Trio of 'Huffing' L.A. Teens Enveloped in Fireball

Saturday, May 20, 2006 |

On Saturday, May 20, 2006 at 1:41 AM, one Company of Los Angeles Firefighters, two LAFD Rescue Ambulances and one EMS Battalion Captain responded to a Multi-Patient Burn Injury near 5249 Aldama Street in the Highland Park area of Los Angeles.

Firefighters arrived quickly to find three teenagers who had been seated in a parked and closed vehicle, with one or more reportedly inhaling aerosol spray in an attempt to induce euphoria, when one apparently ignited smoking materials.
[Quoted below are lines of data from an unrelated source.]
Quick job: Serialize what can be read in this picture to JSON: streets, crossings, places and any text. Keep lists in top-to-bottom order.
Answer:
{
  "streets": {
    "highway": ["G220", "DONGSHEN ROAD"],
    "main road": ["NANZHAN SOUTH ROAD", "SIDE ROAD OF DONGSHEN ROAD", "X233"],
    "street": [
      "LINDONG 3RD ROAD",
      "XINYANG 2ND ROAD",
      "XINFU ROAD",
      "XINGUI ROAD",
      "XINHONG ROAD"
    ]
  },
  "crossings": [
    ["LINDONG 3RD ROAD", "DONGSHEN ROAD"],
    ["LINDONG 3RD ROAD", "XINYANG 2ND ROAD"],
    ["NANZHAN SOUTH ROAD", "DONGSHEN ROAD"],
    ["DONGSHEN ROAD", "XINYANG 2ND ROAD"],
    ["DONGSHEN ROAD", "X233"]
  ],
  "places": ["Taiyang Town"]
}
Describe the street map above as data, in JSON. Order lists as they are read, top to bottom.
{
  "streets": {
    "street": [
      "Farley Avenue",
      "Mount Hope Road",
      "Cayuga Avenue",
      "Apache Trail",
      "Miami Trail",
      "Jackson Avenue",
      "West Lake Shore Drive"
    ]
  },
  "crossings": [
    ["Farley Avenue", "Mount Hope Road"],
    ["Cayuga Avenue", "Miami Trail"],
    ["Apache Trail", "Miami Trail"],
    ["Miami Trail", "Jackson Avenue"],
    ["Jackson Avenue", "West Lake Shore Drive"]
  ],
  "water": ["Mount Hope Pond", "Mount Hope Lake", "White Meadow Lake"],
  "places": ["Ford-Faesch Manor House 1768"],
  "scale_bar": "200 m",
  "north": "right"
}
The ensuing fireball enveloped all three, who sprang from the vehicle, ran and shouted for help. Most seriously burned by the flash fire was a 15 year-old female with second degree burns to 27% of her body, including her arms, back and face. In critical condition, she was transported by LAFD Paramedics to Huntington Memorial Hospital.

Her two male companions, ages 16 and 17, sustained lesser burn injuries. In fair condition, the young men were taken by LAFD ambulance to Glendale Memorial Hospital.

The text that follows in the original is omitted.